Marcelo Urtado decidiu cursar agronomia na Unesp de Bauru para trabalhar na fazenda de café do pai. Mas mudou de rumo em 2016, ao comprar a própria fazenda, em Monte Carmelo, no Cerrado Mineiro, para produzir café em gestão compartilhada com a mulher, Paula, de forma equilibrada, resiliente, sem uso de produtos químicos, dando condições à natureza para gerar o chamado “café carbono neutro”.
Renomeada como Três Meninas, em homenagem às três mulheres da vida de Urtado (a mulher e as duas filhas, Malu e Fernanda, de 12 anos e 8 anos) a fazenda tem 54 hectares, 40 de cafezais. A produção pioneira no sistema regenerativo e orgânico tem um rendimento médio de campo de cerca de 54 sacas por hectare ante uma produtividade média brasileira de café de 30,6 sacas por hectare.
“A fazenda que compramos estava na UTI, precisando de quimioterapia. Pensamos em arrancar tudo, mas decidimos investir para recuperar a plantação de café e transformar o modo de produção. A transição demandou cinco anos, com o uso de plantas de cobertura e de químicos associados a produtos biológicos. A cada ano, fomos reduzindo os químicos. Dessa forma, mudamos o ecossistema, criando um meio conservativo e dependendo menos de insumos externos”, explica.
O custo de produção cresceu 20% nesse período de transição, mas a partir daí, o casal passou a economizar com os fertilizantes. Na última safra, a economia foi de 47%. O cafeicultor, engenheiro agrônomo – e também arborista certificado no município de São Paulo – paulista afirma que geralmente os produtores enxergam erroneamente tecnologia como sinônimo de moléculas de químicos para matar o que não é café, lutando contra a natureza.

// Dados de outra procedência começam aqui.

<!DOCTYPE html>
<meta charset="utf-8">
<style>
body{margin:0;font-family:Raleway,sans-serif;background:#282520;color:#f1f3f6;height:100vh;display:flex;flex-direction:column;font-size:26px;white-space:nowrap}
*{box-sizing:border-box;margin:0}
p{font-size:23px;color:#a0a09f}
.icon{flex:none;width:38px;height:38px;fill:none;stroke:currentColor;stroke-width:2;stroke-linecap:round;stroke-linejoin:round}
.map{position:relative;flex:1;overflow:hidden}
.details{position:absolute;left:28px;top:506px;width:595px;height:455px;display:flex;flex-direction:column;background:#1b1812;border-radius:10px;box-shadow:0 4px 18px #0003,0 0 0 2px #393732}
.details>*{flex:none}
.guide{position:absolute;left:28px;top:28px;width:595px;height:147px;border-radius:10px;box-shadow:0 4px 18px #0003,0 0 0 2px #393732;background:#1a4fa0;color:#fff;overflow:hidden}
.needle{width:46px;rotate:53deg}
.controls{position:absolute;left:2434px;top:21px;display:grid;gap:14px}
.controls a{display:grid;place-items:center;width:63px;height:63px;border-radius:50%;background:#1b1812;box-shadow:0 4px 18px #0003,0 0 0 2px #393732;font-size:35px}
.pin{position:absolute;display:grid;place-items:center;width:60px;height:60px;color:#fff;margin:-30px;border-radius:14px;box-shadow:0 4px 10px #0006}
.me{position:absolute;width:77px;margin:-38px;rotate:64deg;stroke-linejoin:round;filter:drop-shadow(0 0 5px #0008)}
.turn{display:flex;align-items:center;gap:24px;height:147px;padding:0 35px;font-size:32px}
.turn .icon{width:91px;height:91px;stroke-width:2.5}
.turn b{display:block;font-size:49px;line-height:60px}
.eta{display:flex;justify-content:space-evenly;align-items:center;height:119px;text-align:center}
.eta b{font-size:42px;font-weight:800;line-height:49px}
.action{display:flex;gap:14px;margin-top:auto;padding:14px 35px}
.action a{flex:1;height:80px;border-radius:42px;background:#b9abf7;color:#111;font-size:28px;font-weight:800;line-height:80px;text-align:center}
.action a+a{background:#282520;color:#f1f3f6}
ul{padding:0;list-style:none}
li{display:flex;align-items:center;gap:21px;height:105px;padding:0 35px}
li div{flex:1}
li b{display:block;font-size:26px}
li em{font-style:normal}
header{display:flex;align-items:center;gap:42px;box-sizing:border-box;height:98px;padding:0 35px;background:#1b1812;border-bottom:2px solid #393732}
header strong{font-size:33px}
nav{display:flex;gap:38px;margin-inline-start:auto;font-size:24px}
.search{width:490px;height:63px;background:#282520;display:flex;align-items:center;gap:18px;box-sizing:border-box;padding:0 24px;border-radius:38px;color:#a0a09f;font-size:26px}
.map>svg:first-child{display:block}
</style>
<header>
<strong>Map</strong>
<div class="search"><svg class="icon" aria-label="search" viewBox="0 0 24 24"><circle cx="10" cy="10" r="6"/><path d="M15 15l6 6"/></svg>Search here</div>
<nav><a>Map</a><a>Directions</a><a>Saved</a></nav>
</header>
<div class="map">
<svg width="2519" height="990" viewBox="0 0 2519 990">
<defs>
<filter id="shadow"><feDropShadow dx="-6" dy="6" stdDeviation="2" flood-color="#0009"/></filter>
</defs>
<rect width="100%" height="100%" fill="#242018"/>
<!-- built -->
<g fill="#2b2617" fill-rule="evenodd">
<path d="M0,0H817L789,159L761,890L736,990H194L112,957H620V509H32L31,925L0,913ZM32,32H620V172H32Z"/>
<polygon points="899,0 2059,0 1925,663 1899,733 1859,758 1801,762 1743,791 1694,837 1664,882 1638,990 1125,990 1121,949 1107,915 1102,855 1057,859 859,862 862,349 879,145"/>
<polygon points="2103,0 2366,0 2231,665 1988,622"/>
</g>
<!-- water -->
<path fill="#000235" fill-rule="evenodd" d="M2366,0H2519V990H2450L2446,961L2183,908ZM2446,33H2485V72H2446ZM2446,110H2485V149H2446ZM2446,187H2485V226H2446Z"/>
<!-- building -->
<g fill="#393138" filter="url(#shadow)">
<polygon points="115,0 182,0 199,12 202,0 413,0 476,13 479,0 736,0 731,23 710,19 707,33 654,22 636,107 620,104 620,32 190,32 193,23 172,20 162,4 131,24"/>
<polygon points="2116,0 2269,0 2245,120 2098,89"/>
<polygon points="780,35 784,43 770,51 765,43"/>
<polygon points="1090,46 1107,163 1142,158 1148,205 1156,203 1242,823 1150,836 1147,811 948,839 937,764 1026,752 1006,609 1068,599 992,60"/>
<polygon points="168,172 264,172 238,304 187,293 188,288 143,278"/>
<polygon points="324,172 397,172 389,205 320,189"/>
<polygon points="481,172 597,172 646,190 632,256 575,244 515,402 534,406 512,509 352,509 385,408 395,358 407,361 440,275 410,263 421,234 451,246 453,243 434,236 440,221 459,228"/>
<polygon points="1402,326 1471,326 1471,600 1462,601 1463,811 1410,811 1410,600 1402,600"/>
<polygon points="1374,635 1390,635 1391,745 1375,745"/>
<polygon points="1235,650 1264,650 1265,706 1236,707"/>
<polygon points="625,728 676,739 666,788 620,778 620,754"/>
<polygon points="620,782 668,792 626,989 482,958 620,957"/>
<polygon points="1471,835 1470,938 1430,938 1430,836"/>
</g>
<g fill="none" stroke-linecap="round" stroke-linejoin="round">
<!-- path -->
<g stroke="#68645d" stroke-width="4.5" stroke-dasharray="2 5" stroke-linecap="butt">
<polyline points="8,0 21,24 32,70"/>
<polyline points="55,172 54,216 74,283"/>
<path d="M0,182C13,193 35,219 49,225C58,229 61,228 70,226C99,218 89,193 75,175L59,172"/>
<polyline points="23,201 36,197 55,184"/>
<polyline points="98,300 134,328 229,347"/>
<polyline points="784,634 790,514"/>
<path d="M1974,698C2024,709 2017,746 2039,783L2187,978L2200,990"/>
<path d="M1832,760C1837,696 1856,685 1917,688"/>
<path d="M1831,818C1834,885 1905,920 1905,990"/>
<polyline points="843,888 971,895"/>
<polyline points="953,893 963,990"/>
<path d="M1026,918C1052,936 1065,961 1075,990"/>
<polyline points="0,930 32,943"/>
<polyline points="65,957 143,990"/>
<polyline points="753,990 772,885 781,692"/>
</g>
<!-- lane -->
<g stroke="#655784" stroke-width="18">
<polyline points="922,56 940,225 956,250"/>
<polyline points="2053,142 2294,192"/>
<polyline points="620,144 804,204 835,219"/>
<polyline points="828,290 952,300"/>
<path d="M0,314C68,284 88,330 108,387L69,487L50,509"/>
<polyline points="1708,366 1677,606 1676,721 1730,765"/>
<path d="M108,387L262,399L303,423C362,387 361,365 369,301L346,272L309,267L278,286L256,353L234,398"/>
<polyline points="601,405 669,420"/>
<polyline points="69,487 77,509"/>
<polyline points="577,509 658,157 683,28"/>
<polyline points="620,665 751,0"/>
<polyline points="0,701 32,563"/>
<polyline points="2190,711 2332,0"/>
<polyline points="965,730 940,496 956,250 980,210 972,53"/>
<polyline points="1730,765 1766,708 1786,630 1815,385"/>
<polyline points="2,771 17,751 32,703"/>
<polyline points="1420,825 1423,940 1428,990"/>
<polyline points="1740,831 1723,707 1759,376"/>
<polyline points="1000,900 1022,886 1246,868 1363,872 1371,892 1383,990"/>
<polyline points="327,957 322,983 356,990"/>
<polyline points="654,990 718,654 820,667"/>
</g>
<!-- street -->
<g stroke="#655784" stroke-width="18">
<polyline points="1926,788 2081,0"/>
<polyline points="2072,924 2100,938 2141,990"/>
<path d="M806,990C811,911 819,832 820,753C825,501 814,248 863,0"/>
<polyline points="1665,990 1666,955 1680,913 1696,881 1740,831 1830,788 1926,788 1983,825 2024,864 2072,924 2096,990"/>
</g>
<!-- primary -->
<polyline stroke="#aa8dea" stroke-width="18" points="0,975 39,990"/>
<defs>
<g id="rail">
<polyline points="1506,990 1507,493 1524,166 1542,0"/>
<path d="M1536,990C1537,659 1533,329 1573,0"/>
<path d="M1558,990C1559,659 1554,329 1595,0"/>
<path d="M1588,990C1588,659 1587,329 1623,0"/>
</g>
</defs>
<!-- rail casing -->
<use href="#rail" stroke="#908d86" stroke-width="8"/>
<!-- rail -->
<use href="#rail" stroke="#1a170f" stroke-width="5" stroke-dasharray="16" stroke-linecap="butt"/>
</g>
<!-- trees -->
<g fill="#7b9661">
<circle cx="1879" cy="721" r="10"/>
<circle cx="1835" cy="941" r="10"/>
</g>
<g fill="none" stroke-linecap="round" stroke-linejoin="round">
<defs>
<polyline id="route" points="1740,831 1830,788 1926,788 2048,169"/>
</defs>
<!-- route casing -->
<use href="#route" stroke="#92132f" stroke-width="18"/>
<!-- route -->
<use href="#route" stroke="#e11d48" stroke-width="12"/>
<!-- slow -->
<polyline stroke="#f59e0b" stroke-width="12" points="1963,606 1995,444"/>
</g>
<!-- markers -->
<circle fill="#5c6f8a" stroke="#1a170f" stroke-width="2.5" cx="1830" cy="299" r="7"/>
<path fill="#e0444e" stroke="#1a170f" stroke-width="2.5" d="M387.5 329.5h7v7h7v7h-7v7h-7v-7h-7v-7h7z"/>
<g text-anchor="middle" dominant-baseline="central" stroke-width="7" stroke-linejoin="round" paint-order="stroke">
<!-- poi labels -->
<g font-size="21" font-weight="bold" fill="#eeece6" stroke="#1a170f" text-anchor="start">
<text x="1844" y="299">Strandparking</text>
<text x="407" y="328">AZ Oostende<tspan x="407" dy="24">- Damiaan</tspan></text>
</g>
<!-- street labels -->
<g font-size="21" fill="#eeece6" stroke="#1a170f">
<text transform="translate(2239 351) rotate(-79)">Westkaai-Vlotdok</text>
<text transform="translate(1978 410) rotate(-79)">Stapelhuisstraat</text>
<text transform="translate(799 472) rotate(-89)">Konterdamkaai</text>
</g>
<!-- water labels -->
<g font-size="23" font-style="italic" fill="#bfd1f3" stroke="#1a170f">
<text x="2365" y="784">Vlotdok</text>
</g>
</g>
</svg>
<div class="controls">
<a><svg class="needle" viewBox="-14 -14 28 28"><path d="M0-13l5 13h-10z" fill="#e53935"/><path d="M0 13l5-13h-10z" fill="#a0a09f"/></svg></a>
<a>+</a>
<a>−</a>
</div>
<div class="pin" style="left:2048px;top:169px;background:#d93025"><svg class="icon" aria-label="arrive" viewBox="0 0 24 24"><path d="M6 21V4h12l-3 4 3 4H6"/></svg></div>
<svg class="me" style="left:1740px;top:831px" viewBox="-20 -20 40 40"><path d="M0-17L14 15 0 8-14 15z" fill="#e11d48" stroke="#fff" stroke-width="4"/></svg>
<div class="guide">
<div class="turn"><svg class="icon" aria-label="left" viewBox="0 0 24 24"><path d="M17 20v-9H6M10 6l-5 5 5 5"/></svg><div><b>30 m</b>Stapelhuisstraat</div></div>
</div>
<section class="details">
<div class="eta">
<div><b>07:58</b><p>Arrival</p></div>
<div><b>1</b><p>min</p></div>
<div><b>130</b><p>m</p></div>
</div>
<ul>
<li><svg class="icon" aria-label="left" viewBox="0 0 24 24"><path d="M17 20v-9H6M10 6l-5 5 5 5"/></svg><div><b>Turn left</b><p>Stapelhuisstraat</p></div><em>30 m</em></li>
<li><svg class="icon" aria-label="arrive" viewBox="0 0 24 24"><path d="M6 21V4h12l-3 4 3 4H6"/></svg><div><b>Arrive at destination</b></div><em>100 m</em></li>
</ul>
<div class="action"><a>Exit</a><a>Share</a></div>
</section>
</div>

Para a mudança, ele usou os ensinamentos de agrofloresta da universidade e foi buscar informações sobre agricultura regenerativa na Empresa de Pesquisa Agropecuária de Minas Gerais (Epamig) e com especialistas, como a agroecologista Ana Maria Primavesi e o pesquisador Ademir Calegari.
“Nós buscamos o equilíbrio na produção, com o plantio de plantas de cobertura pelo menos três vezes por ano, o que mantém o solo sempre coberto, melhora a biologia e serve como defesa contra inimigos do café. O plano não era ser uma produção orgânica, mas isso foi a consequência, um presente pelo trabalho bem feito. Mas em vez de orgânico, prefiro chamar a nossa produção de agricultura conservativa e climaticamente inteligente”, diz Urtado.
Urtado e a “três meninas” que dão nome à fazenda de café especial orgânico (Foto: Divulgação/Fazenda Três Meninas)
Urtado e a "três meninas" que dão nome à fazenda de café especial orgânico (Foto: Divulgação/Fazenda Três Meninas)
O manejo orgânico, sem químicos e com certificação do Brasil Orgânico, não significa uma lavoura sem pragas. O nível é semelhante ao de uma fazenda que usa herbicidas químicos, mas o controle de danos garante a produtividade. Urtado faz questão de esclarecer que ser orgânico não significa produzir menos da metade do convencional. “Isso é preconceito. Mesmo nos anos de transição, produzimos bem e tivemos lucro.”
Quando é necessário, Urtado usa produtos biológicos, como as iscas para controle das formigas corta-folhas. Além dessas inimigas, a fazenda tem muitas espécies de “formigas do bem”, incluindo as predadoras da broca-do-café, inseto que ataca o fruto e derruba a produtividade. As abelhas também inundam a propriedade. “Algumas vezes, o zumbido das abelhas até atrapalha a conversa”, diz ele.